The crypto industry is looking tensely at the US Senate. A draft law for stricter regulation of the DeFi area is being negotiated there. The law obliges operators of DeFi protocols to monitor compliance with money laundering regulations. This is explosive because there are typically no such responsibilities in the area of decentralized finance. The draft proposals have met with criticism.
Targeting DeFi space
Control obligations that also apply to banks: The “Crypto-Asset National Security Enhancement Act of 2023” is intended to extend rules for the financial market to the DeFi area. Specifically, it is about the “applicability of sanctions and obligations to comply with money laundering regulations on US persons in the field of decentralized financial technology”. The design is driven bipartisanally by Democrats and Republicans.
The law aims to close money laundering loopholes, fight the “rise in crypto crime,” according to a briefing document, quoted from Coindesk. There is also talk of sanctions.

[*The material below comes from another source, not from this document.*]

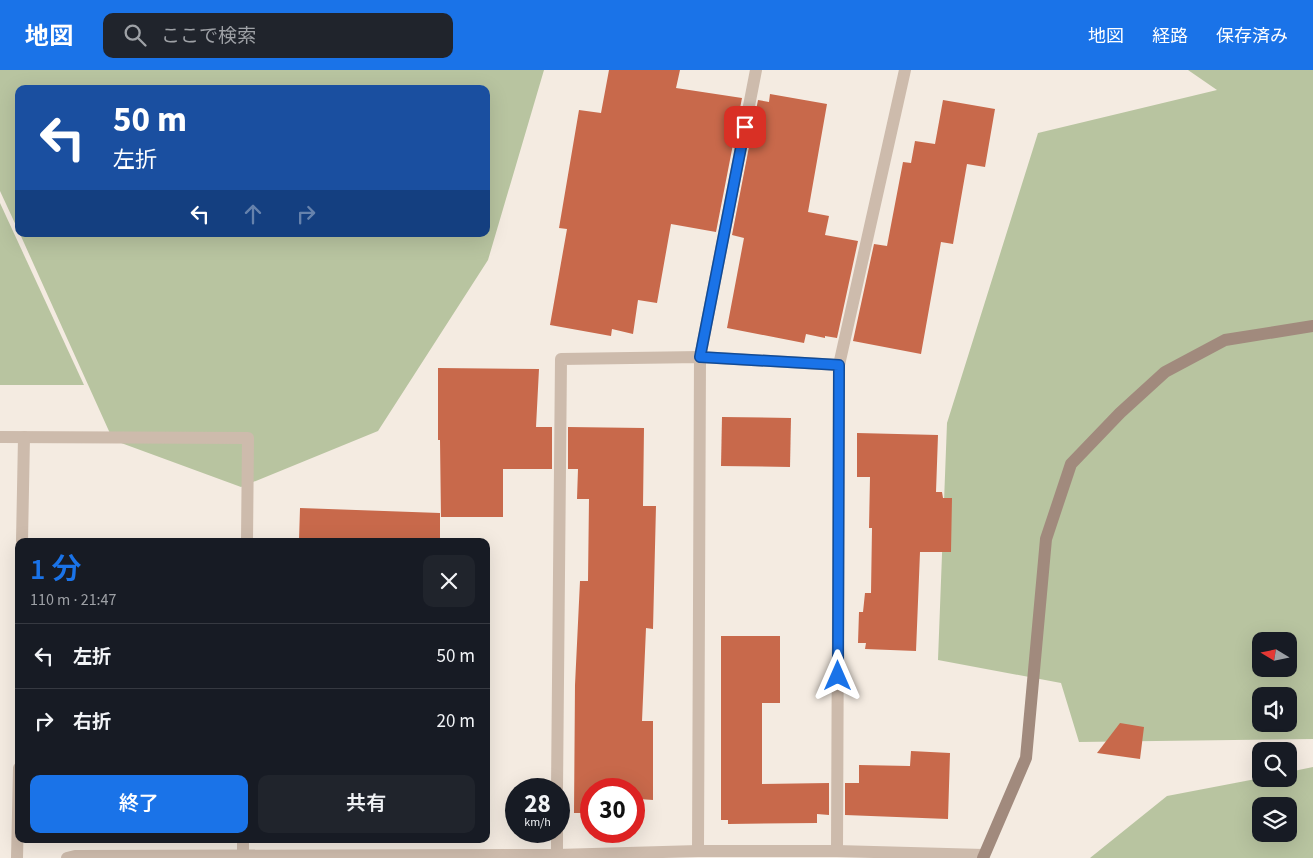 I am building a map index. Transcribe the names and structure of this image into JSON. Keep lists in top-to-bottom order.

Their implementation would be a stress test for DeFi protocols.
Who is liable?
DeFi transactions are automated with the help of so-called Smart Contracts. So there is no operator. But the laws have to be applied to someone. According to the draft, these are people “who control a DeFi protocol or provide an application for using the protocol”. Developers who build user interfaces, for example, could thus move into focus.
Otherwise, investors could also be affected. “If nobody controls a DeFi protocol, then – as a safeguard – anyone who invests more than $25 million in the development of the protocol is responsible for those obligations,” the document reads.
These controls would need to screen customers, collect data, comply with anti-money laundering policies, report suspicious activity, and ban sanctioned individuals from log usage.
DeFi meltdown?
As it stands, the law would be a setback for the DeFi industry. Applications have been developed in such a way that there are no direct responsible persons. Since developers are also liable, the conditions could lead to a creeping DeFi death in the USA.
Similar requirements, such as those to be enforced with the Data Act at EU level, are the subject of controversial discussion. Here, too, a de facto ban on smart contract applications is feared.